● Activity
Only the number is needed: how many lines of the records include "items"?

[Records from a collection]
——————

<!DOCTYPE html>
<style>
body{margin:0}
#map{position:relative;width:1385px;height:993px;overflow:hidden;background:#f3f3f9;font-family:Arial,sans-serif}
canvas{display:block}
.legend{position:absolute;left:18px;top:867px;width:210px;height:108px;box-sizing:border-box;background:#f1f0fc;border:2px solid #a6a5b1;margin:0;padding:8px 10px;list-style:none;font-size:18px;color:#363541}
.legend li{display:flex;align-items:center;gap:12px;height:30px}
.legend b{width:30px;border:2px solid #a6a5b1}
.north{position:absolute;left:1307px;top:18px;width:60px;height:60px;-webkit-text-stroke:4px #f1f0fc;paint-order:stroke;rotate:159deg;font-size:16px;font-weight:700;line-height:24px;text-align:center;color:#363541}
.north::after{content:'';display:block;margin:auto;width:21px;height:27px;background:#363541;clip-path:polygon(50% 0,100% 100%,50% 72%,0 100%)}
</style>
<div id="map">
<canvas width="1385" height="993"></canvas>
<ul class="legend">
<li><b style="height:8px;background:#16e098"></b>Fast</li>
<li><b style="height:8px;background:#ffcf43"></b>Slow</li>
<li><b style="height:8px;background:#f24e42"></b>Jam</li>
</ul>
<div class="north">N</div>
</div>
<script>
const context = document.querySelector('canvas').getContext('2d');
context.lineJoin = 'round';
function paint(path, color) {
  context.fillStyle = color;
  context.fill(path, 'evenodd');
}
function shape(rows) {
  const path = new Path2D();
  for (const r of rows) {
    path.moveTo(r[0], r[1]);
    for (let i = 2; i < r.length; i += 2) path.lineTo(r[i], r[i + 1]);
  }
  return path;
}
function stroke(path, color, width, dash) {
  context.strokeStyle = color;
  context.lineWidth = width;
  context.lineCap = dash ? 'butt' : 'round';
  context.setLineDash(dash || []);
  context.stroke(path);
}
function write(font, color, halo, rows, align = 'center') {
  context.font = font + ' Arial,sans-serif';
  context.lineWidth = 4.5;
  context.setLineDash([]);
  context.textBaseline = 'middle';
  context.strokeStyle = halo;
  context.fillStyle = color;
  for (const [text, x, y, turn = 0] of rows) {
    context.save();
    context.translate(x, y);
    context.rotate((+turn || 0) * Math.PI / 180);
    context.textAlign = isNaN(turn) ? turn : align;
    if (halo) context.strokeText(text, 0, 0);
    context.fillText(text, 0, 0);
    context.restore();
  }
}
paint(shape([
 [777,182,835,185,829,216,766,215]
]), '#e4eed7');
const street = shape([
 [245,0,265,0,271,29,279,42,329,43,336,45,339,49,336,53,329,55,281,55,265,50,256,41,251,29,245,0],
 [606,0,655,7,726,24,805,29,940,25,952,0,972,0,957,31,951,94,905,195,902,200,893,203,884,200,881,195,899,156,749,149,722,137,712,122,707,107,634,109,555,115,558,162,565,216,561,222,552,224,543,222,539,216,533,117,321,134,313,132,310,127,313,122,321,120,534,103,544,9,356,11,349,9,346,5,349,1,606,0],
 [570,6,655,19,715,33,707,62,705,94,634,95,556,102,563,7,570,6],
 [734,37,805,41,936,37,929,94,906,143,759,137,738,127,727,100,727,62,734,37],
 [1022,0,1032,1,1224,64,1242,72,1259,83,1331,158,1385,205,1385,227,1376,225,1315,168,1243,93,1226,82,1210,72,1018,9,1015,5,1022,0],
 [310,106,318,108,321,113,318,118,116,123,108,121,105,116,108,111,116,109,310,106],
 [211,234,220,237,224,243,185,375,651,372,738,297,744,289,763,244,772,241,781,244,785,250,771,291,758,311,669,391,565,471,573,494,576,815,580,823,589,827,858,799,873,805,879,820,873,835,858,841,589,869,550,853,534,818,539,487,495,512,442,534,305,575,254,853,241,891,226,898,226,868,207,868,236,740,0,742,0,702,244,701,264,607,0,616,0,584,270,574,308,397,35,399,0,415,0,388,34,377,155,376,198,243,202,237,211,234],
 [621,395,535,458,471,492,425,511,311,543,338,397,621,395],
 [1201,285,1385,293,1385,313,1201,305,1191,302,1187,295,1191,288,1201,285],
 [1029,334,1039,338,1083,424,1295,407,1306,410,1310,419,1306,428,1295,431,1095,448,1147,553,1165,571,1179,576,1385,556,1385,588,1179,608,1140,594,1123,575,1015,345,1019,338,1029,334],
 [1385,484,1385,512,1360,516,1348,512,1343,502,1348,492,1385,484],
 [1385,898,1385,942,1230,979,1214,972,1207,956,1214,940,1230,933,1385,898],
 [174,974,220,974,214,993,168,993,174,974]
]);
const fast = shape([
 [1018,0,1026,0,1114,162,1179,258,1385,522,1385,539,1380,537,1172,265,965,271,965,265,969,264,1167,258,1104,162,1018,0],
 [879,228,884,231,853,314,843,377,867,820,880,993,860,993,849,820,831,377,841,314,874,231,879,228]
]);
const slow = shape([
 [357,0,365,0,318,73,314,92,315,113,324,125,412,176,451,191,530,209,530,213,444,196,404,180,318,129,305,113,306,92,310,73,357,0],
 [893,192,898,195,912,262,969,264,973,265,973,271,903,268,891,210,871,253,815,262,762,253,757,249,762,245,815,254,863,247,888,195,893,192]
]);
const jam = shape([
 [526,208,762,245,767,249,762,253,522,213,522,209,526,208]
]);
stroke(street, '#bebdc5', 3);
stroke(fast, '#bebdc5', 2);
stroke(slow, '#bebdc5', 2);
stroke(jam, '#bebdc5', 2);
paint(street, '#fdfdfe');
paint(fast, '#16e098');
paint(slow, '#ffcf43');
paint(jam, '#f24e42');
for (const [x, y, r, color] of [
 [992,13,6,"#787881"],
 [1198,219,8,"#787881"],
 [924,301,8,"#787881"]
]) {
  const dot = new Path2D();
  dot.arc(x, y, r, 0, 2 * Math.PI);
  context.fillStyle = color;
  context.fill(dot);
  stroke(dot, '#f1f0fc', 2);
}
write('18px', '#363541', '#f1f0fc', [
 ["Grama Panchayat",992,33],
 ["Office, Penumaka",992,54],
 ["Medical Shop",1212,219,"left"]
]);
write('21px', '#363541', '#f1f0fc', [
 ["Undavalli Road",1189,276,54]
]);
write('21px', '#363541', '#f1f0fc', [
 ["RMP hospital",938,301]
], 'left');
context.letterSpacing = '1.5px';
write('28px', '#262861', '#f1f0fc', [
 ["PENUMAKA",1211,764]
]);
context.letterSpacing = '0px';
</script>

——————

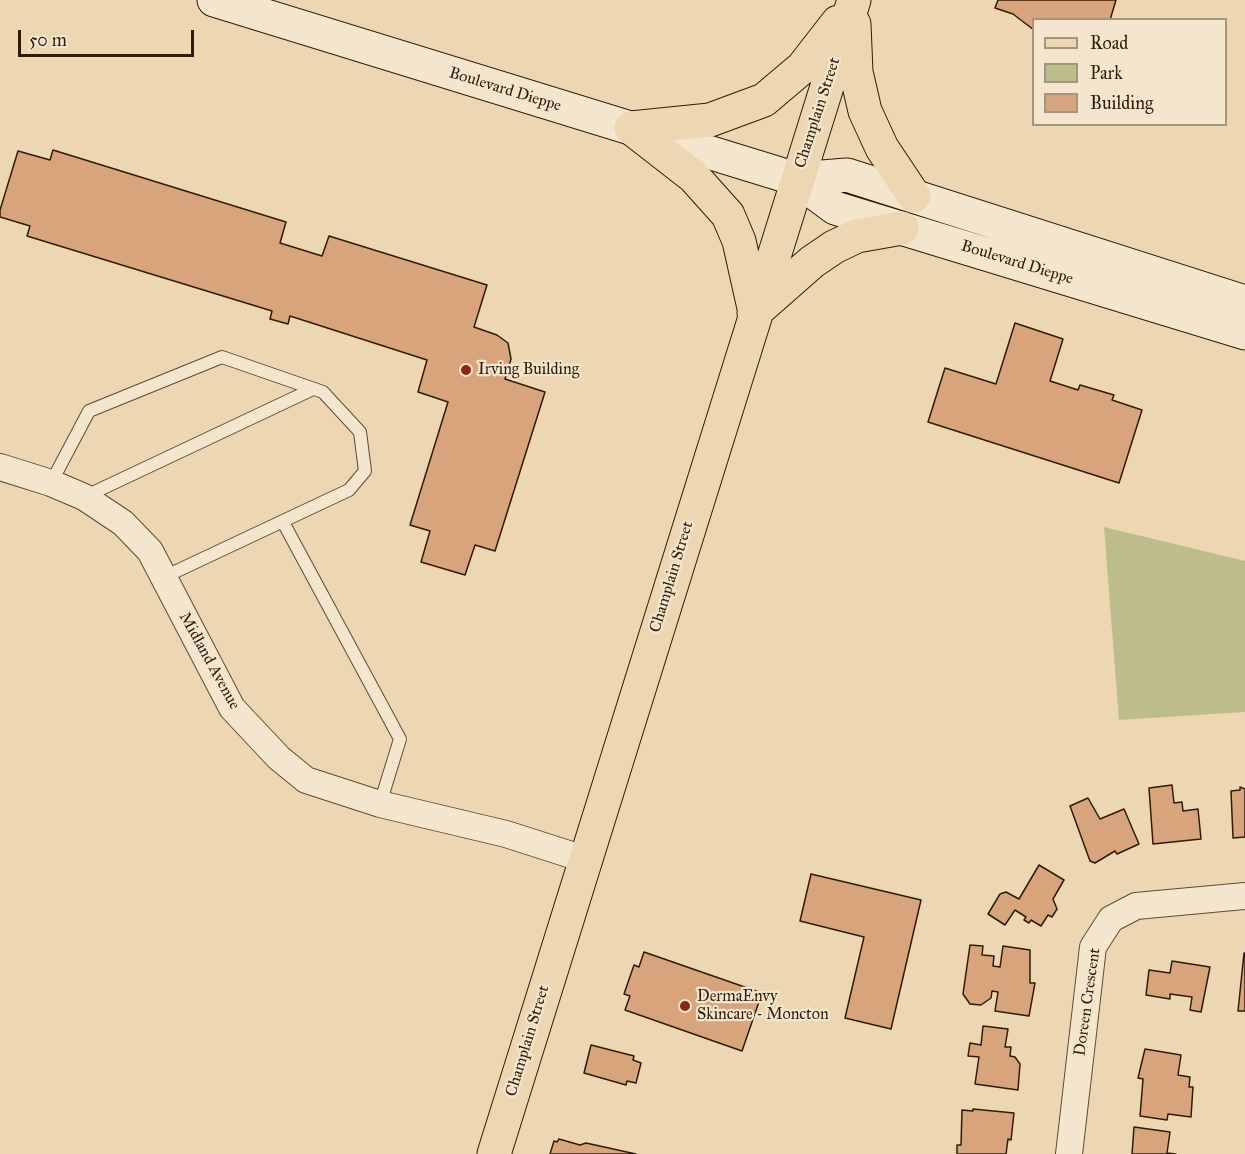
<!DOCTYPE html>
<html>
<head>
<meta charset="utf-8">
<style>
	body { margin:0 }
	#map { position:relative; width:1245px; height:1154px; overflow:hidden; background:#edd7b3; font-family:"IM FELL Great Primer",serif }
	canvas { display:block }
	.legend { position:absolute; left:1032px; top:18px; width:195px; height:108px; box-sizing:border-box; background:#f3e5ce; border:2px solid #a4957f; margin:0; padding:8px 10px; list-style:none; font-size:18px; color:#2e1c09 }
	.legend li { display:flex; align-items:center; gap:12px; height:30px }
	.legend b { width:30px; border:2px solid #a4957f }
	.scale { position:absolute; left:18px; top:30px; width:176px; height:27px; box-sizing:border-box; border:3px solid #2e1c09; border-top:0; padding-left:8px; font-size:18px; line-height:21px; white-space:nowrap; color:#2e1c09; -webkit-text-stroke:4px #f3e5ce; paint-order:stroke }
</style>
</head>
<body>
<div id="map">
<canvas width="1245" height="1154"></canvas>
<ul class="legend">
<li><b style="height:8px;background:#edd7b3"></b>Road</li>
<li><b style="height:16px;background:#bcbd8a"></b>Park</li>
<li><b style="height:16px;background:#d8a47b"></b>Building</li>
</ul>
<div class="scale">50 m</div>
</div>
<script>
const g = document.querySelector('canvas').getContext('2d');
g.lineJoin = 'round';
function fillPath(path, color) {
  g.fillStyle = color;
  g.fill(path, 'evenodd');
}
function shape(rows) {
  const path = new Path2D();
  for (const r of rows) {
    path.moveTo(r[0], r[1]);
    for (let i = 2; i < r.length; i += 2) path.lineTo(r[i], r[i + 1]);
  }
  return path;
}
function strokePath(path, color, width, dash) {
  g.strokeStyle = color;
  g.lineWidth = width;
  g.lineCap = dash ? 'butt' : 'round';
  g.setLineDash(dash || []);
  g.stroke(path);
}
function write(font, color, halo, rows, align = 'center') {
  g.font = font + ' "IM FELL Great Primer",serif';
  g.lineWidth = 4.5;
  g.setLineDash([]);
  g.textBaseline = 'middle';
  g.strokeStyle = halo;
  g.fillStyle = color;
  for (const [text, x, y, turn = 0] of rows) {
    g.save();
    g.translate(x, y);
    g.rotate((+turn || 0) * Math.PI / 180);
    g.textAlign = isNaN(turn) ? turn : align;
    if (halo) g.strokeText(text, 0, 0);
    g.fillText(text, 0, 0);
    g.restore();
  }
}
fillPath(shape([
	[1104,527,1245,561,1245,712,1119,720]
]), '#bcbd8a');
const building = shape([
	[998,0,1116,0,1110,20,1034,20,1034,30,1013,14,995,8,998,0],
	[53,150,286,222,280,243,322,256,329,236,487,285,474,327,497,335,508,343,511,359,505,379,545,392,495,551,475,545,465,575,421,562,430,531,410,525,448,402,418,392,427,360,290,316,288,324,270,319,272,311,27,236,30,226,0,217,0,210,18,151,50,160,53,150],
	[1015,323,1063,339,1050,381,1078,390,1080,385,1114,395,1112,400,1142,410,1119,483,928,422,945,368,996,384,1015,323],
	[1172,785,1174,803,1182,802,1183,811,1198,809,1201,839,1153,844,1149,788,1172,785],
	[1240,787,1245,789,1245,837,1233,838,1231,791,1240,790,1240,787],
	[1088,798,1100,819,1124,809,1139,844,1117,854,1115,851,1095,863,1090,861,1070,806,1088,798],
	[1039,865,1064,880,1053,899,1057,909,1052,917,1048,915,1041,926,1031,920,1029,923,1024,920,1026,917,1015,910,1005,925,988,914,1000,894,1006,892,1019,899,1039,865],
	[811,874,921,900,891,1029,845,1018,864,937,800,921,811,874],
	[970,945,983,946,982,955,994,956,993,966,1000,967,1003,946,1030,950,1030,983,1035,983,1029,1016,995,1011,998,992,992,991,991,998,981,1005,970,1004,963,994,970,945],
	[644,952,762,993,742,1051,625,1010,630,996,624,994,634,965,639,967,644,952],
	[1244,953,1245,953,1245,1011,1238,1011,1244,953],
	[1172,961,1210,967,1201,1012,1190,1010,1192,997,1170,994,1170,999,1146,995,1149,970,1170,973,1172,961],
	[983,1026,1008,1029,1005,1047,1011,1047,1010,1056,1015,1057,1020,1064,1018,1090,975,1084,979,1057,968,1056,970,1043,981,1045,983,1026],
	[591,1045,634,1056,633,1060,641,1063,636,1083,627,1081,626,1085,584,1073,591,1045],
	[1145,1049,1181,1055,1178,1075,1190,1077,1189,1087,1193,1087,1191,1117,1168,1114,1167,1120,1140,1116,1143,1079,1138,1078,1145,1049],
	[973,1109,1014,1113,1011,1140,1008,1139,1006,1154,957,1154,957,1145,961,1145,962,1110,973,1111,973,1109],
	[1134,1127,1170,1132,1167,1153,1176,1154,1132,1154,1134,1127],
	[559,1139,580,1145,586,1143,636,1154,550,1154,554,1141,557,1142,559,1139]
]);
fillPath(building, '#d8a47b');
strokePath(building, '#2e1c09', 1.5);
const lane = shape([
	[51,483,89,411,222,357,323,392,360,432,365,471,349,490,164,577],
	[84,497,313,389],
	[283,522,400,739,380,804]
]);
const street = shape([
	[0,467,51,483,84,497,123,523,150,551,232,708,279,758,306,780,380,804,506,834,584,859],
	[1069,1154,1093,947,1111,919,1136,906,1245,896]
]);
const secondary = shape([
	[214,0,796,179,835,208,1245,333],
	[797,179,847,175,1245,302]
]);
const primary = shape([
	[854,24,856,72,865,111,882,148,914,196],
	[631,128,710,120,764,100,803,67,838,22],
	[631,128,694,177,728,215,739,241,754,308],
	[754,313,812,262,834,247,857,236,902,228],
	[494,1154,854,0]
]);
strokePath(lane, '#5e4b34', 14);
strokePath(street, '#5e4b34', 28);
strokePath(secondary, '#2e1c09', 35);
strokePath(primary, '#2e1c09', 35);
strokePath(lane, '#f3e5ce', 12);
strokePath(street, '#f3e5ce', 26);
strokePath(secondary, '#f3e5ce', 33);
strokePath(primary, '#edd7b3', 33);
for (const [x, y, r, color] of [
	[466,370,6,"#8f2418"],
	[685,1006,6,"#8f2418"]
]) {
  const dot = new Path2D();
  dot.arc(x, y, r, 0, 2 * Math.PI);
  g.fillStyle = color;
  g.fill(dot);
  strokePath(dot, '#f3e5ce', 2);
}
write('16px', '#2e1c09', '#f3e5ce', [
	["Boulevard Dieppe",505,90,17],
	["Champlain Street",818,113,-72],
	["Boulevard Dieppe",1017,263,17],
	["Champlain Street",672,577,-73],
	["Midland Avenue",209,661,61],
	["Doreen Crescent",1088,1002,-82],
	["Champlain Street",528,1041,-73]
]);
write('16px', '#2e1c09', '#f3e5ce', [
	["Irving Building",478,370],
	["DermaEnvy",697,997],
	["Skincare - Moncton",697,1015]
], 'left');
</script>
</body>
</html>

——————

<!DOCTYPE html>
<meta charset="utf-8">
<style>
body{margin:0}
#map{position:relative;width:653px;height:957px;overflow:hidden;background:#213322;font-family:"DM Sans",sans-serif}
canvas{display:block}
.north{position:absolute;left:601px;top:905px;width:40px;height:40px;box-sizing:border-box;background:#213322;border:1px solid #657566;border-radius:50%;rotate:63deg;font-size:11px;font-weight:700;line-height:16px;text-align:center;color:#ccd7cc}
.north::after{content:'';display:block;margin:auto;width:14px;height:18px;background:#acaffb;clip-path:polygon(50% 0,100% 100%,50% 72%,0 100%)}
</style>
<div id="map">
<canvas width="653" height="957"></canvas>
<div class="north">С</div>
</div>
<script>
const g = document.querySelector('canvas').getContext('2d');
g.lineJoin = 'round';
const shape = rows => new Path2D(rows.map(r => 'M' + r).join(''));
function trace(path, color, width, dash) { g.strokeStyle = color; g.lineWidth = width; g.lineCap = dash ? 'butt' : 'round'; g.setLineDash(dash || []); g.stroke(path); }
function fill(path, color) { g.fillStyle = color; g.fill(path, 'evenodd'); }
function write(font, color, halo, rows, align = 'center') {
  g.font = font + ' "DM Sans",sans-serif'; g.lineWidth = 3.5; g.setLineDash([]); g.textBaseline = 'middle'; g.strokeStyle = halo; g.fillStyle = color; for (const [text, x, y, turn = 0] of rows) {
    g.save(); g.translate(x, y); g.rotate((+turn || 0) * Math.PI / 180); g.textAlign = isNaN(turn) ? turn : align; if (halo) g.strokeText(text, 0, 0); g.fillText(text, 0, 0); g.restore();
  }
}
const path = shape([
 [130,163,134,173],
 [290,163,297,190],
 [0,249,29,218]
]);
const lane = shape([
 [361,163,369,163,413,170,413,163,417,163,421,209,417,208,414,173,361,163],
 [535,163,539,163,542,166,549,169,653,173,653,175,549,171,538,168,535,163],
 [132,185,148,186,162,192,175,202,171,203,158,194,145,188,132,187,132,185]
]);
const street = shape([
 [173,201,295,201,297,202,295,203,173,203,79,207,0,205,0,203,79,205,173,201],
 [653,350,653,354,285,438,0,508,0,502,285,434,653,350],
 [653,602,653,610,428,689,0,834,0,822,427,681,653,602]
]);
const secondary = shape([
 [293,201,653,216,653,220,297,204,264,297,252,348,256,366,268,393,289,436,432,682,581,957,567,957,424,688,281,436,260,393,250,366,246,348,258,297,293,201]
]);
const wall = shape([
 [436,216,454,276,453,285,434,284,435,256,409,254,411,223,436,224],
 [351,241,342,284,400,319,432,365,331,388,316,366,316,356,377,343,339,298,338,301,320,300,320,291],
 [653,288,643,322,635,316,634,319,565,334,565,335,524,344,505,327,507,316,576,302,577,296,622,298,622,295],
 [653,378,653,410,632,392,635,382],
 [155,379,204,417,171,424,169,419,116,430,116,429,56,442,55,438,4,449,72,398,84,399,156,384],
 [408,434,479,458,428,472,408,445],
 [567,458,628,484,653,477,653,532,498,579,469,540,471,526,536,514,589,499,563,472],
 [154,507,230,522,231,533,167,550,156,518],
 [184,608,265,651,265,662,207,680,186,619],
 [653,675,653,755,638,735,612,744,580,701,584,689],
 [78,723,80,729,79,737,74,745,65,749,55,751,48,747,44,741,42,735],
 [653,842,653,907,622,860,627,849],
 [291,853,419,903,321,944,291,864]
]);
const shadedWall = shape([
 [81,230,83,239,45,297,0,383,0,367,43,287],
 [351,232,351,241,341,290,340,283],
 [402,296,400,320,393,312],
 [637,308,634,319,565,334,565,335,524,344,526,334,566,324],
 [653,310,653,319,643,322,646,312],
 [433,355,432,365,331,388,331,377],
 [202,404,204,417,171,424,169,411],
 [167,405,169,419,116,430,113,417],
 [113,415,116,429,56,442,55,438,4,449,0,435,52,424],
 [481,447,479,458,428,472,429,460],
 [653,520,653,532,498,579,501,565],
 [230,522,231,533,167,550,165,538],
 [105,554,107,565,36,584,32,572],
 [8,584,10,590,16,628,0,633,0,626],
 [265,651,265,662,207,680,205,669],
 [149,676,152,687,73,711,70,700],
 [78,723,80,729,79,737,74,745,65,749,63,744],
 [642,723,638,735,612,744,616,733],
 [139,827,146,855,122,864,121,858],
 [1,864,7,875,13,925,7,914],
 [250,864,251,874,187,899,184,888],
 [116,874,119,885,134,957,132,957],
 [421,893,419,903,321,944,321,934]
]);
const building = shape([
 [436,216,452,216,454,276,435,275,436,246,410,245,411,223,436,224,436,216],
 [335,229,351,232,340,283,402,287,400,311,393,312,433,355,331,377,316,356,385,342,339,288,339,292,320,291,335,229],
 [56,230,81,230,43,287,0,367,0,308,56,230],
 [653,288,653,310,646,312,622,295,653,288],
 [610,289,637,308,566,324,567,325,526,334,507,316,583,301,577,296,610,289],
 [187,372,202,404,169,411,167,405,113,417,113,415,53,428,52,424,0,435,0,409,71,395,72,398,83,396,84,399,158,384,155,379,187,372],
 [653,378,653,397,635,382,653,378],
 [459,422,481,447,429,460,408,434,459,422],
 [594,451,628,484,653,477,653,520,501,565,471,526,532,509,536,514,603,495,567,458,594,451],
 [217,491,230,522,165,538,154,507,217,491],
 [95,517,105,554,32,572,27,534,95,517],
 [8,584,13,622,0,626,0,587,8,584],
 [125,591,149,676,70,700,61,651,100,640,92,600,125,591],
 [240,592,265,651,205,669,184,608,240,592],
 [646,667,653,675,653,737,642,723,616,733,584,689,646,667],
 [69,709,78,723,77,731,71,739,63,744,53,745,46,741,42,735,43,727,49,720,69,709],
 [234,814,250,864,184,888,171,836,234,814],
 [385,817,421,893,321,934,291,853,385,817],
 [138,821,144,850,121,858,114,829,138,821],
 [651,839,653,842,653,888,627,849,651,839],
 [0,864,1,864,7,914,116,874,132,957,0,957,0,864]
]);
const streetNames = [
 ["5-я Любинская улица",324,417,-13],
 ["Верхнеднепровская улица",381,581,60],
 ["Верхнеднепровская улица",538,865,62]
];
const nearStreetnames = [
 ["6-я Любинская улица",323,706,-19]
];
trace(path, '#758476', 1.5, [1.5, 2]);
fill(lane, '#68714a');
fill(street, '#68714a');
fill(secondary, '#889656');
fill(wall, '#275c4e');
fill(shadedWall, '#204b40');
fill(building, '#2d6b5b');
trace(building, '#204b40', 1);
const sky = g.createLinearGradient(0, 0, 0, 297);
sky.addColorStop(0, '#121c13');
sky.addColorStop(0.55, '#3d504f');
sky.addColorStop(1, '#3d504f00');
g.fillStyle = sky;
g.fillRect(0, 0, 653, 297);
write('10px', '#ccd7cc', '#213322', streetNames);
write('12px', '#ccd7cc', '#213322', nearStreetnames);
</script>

——————

● Exercise output
2